*DATA EXTRACTS*
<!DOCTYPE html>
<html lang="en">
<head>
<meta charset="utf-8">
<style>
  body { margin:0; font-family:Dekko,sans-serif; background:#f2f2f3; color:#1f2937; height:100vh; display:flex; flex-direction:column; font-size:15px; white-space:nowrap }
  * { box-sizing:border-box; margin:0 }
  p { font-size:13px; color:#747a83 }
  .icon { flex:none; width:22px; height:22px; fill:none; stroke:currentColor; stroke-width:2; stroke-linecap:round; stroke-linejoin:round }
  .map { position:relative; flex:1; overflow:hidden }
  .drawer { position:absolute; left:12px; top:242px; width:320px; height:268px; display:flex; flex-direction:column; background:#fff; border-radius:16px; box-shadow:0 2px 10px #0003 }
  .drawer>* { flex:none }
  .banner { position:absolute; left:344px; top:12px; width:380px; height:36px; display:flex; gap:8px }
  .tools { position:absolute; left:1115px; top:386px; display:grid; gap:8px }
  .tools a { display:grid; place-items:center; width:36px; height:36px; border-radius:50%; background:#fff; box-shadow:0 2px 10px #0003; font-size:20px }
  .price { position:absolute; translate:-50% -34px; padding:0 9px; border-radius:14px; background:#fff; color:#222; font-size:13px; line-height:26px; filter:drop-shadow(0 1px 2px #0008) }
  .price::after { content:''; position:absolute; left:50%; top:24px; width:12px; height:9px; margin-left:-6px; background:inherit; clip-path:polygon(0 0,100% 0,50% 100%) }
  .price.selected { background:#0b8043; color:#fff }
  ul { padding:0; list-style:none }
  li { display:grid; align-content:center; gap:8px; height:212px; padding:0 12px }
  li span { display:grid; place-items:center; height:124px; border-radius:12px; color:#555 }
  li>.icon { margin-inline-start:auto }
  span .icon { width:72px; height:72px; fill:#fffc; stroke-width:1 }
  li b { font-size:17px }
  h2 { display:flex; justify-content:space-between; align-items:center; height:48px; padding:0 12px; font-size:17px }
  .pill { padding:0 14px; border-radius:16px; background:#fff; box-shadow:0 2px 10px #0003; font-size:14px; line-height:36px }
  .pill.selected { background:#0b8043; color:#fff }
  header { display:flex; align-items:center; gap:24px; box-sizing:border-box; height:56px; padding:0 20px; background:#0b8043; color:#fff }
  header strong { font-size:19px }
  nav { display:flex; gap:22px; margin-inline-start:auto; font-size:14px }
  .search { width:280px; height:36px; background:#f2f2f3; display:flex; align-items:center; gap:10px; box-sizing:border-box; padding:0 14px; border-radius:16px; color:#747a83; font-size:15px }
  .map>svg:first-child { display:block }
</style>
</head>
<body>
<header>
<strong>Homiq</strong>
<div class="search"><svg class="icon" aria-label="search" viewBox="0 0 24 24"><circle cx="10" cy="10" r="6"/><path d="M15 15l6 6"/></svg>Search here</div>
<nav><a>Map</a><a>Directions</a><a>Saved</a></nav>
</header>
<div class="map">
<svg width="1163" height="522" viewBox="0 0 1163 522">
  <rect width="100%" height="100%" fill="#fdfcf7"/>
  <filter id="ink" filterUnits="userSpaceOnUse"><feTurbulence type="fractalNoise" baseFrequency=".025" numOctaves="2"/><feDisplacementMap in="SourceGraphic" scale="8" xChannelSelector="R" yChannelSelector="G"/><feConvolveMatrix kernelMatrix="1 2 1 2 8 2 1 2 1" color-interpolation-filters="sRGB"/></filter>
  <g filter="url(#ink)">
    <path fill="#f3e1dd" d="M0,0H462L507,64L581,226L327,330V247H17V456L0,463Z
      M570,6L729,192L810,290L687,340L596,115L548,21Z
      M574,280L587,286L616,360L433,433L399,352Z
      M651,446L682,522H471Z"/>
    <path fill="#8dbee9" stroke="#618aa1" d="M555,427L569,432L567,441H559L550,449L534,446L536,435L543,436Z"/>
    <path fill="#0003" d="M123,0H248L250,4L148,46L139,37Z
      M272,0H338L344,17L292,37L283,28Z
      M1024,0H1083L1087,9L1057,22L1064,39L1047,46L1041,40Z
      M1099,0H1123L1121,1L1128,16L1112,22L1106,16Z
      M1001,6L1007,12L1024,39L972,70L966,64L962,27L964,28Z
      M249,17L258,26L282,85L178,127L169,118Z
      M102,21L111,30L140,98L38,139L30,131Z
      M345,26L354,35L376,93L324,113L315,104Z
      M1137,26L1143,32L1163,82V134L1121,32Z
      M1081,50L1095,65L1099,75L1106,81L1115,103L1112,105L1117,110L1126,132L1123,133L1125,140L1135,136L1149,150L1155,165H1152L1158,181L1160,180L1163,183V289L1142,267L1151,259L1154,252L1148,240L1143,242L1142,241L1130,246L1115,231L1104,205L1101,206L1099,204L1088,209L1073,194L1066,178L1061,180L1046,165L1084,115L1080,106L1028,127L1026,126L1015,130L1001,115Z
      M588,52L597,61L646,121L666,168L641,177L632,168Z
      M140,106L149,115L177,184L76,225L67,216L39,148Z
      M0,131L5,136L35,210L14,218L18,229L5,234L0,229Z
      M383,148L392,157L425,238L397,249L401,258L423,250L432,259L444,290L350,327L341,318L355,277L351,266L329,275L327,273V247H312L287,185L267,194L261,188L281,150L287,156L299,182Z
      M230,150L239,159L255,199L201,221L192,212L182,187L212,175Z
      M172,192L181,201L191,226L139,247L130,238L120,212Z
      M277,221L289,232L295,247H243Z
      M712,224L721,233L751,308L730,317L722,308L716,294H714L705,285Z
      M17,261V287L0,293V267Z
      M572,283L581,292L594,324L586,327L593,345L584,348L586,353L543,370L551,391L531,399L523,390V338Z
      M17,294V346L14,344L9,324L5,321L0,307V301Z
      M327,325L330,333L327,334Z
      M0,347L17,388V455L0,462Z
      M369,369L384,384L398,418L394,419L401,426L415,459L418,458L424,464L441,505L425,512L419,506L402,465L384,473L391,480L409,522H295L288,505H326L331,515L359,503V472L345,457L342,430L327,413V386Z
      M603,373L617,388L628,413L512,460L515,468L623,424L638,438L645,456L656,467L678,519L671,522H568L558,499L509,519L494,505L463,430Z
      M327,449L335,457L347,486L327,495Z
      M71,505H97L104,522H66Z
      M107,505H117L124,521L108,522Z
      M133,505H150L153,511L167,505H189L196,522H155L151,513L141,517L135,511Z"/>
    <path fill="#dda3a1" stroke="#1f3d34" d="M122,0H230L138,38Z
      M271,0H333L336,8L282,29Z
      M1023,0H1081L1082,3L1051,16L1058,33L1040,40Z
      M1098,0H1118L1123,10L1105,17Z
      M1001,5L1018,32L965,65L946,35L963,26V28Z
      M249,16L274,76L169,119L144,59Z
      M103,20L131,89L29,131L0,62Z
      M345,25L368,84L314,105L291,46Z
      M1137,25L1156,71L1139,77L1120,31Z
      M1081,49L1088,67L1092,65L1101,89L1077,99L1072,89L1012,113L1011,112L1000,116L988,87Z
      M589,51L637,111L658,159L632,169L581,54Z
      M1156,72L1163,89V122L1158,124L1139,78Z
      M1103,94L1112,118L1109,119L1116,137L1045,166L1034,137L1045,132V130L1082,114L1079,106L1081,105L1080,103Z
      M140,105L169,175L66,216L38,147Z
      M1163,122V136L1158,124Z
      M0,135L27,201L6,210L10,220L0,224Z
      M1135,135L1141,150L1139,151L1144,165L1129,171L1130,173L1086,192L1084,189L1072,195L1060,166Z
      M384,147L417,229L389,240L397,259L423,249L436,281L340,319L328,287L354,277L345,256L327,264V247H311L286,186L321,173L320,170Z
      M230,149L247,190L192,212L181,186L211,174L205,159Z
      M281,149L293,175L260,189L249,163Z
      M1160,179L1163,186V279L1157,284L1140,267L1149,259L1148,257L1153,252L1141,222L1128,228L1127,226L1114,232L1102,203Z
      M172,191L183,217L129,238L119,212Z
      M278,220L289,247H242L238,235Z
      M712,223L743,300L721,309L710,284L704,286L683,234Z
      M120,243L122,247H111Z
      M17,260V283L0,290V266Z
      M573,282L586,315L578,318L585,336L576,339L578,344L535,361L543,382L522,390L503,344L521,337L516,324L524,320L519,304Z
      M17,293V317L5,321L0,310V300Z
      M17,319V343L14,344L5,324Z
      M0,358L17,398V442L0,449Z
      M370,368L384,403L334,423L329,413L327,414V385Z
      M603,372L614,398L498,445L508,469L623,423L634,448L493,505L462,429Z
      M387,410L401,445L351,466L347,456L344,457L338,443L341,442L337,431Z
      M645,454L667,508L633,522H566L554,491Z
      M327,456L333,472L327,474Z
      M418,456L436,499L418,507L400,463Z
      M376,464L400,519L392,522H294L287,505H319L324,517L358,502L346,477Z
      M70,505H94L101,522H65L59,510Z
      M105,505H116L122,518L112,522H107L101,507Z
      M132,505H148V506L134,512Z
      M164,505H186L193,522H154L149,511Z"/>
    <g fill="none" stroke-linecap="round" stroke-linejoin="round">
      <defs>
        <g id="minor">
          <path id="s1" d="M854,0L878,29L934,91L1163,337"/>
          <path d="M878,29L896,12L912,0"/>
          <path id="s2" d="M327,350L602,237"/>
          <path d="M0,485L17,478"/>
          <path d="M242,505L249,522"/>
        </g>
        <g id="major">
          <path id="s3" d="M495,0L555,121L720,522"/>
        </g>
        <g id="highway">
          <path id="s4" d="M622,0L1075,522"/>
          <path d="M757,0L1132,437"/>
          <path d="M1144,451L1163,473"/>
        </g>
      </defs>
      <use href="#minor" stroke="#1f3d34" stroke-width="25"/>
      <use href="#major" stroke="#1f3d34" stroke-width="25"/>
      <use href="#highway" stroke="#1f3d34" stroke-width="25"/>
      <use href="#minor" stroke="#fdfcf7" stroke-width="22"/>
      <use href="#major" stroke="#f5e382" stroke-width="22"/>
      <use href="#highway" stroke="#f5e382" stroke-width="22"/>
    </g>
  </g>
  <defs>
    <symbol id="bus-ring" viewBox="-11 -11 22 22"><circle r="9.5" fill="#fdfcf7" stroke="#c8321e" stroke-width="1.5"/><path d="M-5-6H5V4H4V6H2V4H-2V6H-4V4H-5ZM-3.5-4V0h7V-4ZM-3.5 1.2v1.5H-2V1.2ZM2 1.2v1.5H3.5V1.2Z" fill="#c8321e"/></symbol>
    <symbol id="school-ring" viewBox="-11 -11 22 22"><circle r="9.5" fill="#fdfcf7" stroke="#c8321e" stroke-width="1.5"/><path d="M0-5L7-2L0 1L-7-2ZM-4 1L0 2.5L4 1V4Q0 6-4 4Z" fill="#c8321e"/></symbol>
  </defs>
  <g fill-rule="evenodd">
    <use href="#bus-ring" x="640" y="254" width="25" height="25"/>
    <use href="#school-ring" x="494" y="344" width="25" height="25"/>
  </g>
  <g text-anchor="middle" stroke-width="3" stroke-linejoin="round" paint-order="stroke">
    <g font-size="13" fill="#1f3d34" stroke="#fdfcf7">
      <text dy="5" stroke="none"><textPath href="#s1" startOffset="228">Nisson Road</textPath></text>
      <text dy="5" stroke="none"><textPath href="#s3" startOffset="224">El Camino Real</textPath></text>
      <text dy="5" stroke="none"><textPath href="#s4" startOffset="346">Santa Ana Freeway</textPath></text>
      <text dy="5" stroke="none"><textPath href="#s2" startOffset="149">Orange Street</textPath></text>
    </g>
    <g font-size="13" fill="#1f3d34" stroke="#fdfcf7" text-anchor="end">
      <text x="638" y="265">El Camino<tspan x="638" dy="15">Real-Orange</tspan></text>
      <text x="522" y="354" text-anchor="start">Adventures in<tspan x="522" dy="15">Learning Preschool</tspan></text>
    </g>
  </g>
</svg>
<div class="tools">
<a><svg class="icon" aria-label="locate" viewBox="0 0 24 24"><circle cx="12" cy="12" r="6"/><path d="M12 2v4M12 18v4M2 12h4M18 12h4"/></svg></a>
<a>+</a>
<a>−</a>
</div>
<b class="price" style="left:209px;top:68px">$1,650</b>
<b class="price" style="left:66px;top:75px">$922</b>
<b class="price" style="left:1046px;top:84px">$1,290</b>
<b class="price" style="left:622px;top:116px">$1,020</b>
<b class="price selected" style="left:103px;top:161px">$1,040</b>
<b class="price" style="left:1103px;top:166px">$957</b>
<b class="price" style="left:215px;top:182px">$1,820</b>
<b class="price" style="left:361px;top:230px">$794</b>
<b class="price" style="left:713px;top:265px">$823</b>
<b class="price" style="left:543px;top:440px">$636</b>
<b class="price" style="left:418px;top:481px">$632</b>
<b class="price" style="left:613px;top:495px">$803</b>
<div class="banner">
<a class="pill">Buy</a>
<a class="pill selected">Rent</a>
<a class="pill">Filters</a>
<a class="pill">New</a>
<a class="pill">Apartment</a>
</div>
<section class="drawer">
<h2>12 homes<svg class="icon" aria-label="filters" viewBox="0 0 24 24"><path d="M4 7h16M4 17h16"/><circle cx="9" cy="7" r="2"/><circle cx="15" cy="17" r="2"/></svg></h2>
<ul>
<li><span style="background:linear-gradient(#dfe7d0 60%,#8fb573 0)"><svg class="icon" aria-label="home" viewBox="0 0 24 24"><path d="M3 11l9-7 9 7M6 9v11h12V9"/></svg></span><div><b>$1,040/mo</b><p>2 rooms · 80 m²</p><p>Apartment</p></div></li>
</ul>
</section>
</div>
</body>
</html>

*YOUR ASSIGNMENT*
Filter the records above for lines with "position".

*RESULT OF THIS EXERCISE*
  .map { position:relative; flex:1; overflow:hidden }
  .drawer { position:absolute; left:12px; top:242px; width:320px; height:268px; display:flex; flex-direction:column; background:#fff; border-radius:16px; box-shadow:0 2px 10px #0003 }
  .banner { position:absolute; left:344px; top:12px; width:380px; height:36px; display:flex; gap:8px }
  .tools { position:absolute; left:1115px; top:386px; display:grid; gap:8px }
  .price { position:absolute; translate:-50% -34px; padding:0 9px; border-radius:14px; background:#fff; color:#222; font-size:13px; line-height:26px; filter:drop-shadow(0 1px 2px #0008) }
  .price::after { content:''; position:absolute; left:50%; top:24px; width:12px; height:9px; margin-left:-6px; background:inherit; clip-path:polygon(0 0,100% 0,50% 100%) }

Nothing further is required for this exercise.